=== WORK REQUEST ===
Once the pictures have been set aside, copy every remaining entry exactly.

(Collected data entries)
------------------------------------------------------------------------

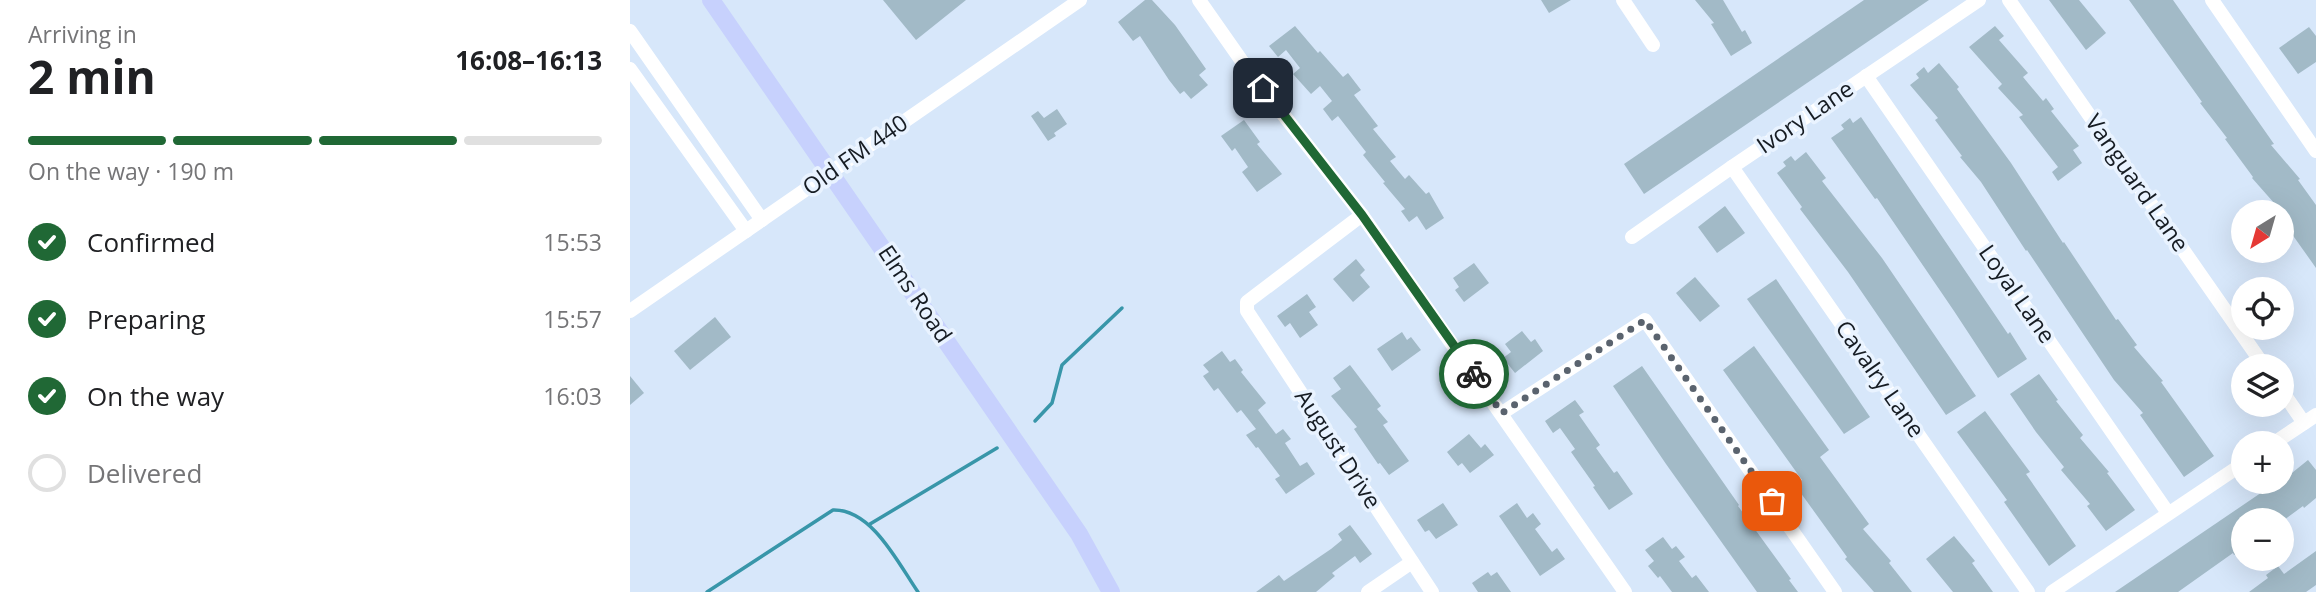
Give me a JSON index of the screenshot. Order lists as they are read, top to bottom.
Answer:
{
  "streets": {
    "main road": ["Elms Road"],
    "street": [
      "Ivory Lane",
      "Old FM 440",
      "Vanguard Lane",
      "Loyal Lane",
      "Cavalry Lane",
      "August Drive"
    ]
  },
  "crossings": [
    ["Ivory Lane", "Loyal Lane"],
    ["Ivory Lane", "Cavalry Lane"],
    ["Old FM 440", "Elms Road"]
  ],
  "north": "bottom left",
  "page": {
    "heading": ["2 min", "Arriving in", "16:08–16:13"],
    "bar": "On the way · 190 m",
    "map_buttons": ["+", "−"],
    "list": [
      ["Confirmed", "15:53"],
      ["Preparing", "15:57"],
      ["On the way", "16:03"],
      "Delivered"
    ]
  }
}
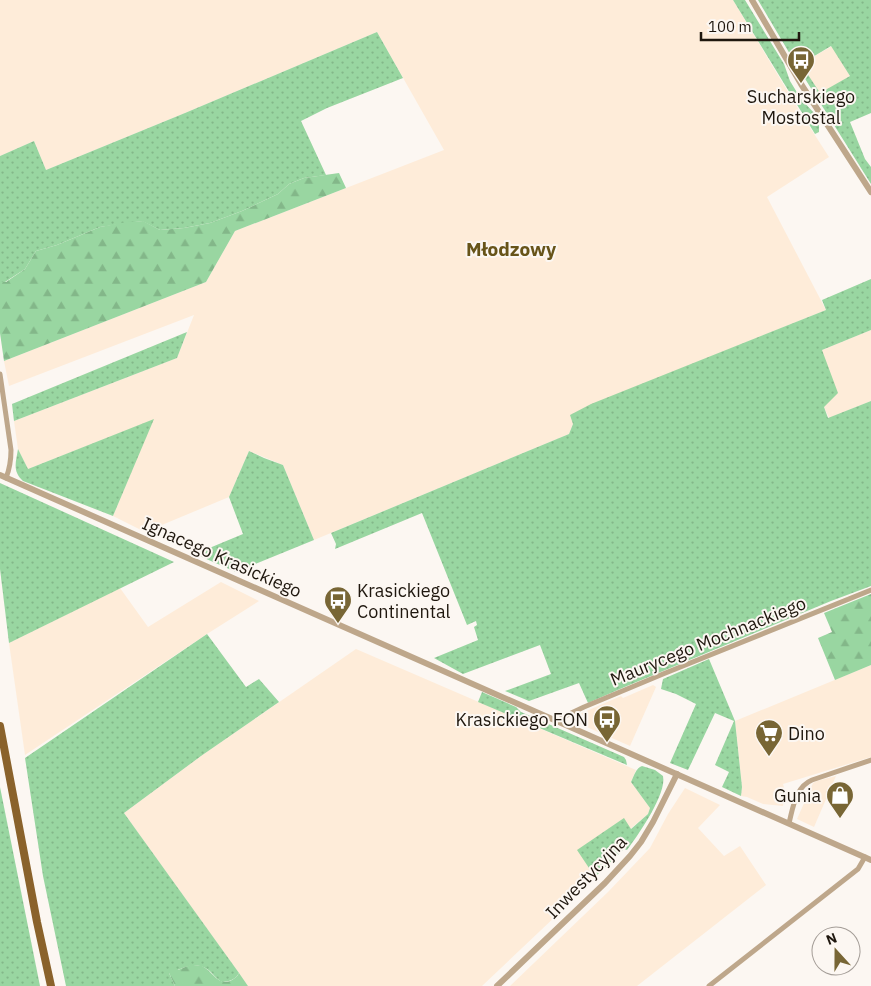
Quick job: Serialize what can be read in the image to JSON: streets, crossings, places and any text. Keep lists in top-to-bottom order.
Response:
{
  "streets": {
    "street": ["Ignacego Krasickiego", "Maurycego Mochnackiego", "Inwestycyjna"]
  },
  "crossings": [
    ["Ignacego Krasickiego", "Maurycego Mochnackiego"],
    ["Ignacego Krasickiego", "Inwestycyjna"]
  ],
  "districts": ["Młodzowy"],
  "places": {
    "bus stop": ["Sucharskiego Mostostal", "Krasickiego Continental", "Krasickiego FON"],
    "supermarket": ["Dino"],
    "shop": ["Gunia"]
  },
  "scale_bar": "100 m",
  "north": "top"
}
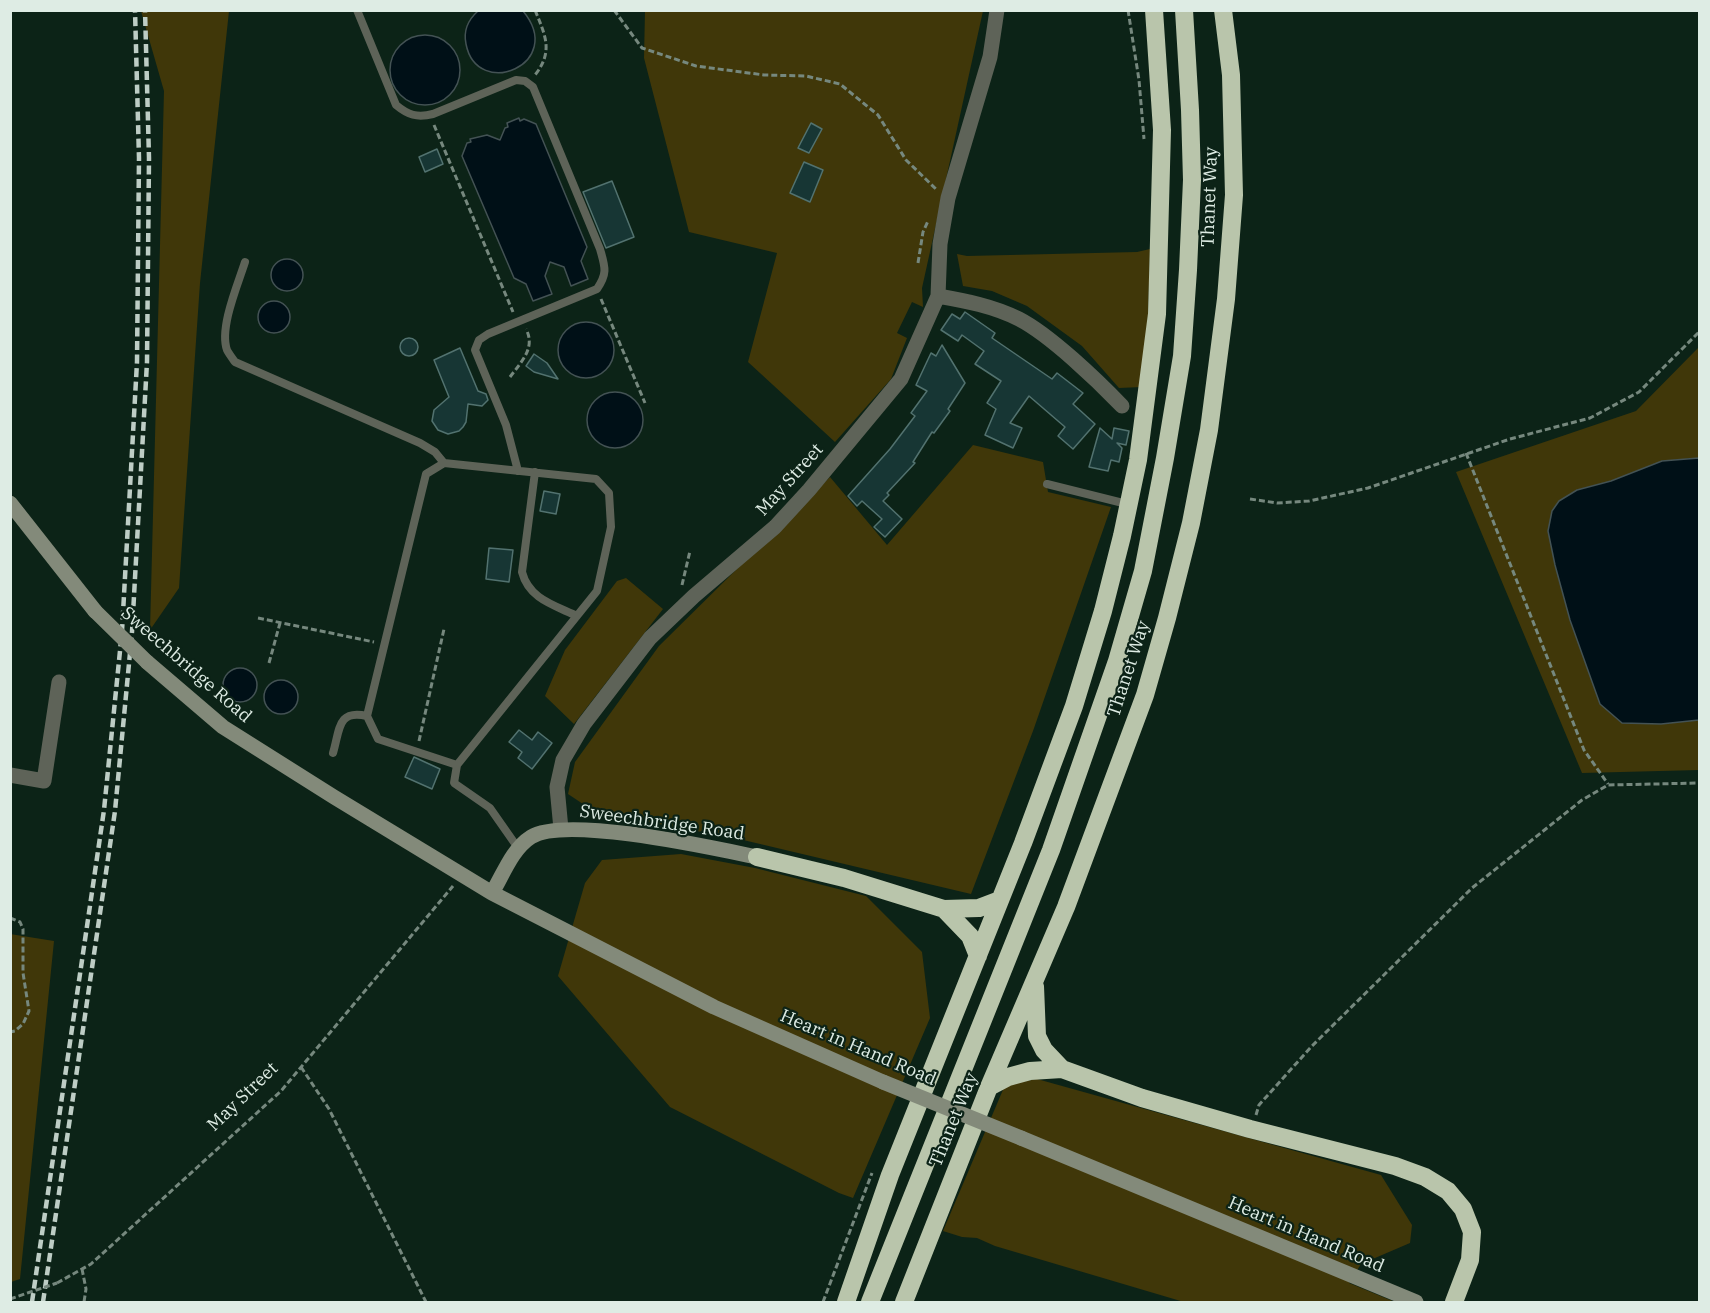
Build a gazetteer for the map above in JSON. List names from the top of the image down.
{
  "streets": {
    "highway": ["Thanet Way"],
    "street": ["May Street", "Sweechbridge Road", "Heart in Hand Road"]
  },
  "crossings": [
    ["May Street", "Sweechbridge Road"],
    ["May Street", "Heart in Hand Road"],
    ["Sweechbridge Road", "Heart in Hand Road"]
  ]
}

------------------------------------------------------------------------

=== SOLUTION ===
Give me a JSON index of the screenshot. Order lists as they are read, top to bottom.
Answer:
{
  "streets": {
    "main road": ["Elms Road"],
    "street": [
      "Ivory Lane",
      "Old FM 440",
      "Vanguard Lane",
      "Loyal Lane",
      "Cavalry Lane",
      "August Drive"
    ]
  },
  "crossings": [
    ["Ivory Lane", "Loyal Lane"],
    ["Ivory Lane", "Cavalry Lane"],
    ["Old FM 440", "Elms Road"]
  ],
  "north": "bottom left",
  "page": {
    "heading": ["2 min", "Arriving in", "16:08–16:13"],
    "bar": "On the way · 190 m",
    "map_buttons": ["+", "−"],
    "list": [
      ["Confirmed", "15:53"],
      ["Preparing", "15:57"],
      ["On the way", "16:03"],
      "Delivered"
    ]
  }
}
Quick job: Serialize what can be read in the image to JSON: streets, crossings, places and any text. Keep lists in top-to-bottom order.
Response:
{
  "streets": {
    "street": ["Ignacego Krasickiego", "Maurycego Mochnackiego", "Inwestycyjna"]
  },
  "crossings": [
    ["Ignacego Krasickiego", "Maurycego Mochnackiego"],
    ["Ignacego Krasickiego", "Inwestycyjna"]
  ],
  "districts": ["Młodzowy"],
  "places": {
    "bus stop": ["Sucharskiego Mostostal", "Krasickiego Continental", "Krasickiego FON"],
    "supermarket": ["Dino"],
    "shop": ["Gunia"]
  },
  "scale_bar": "100 m",
  "north": "top"
}
Build a gazetteer for the map above in JSON. List names from the top of the image down.
{
  "streets": {
    "highway": ["Thanet Way"],
    "street": ["May Street", "Sweechbridge Road", "Heart in Hand Road"]
  },
  "crossings": [
    ["May Street", "Sweechbridge Road"],
    ["May Street", "Heart in Hand Road"],
    ["Sweechbridge Road", "Heart in Hand Road"]
  ]
}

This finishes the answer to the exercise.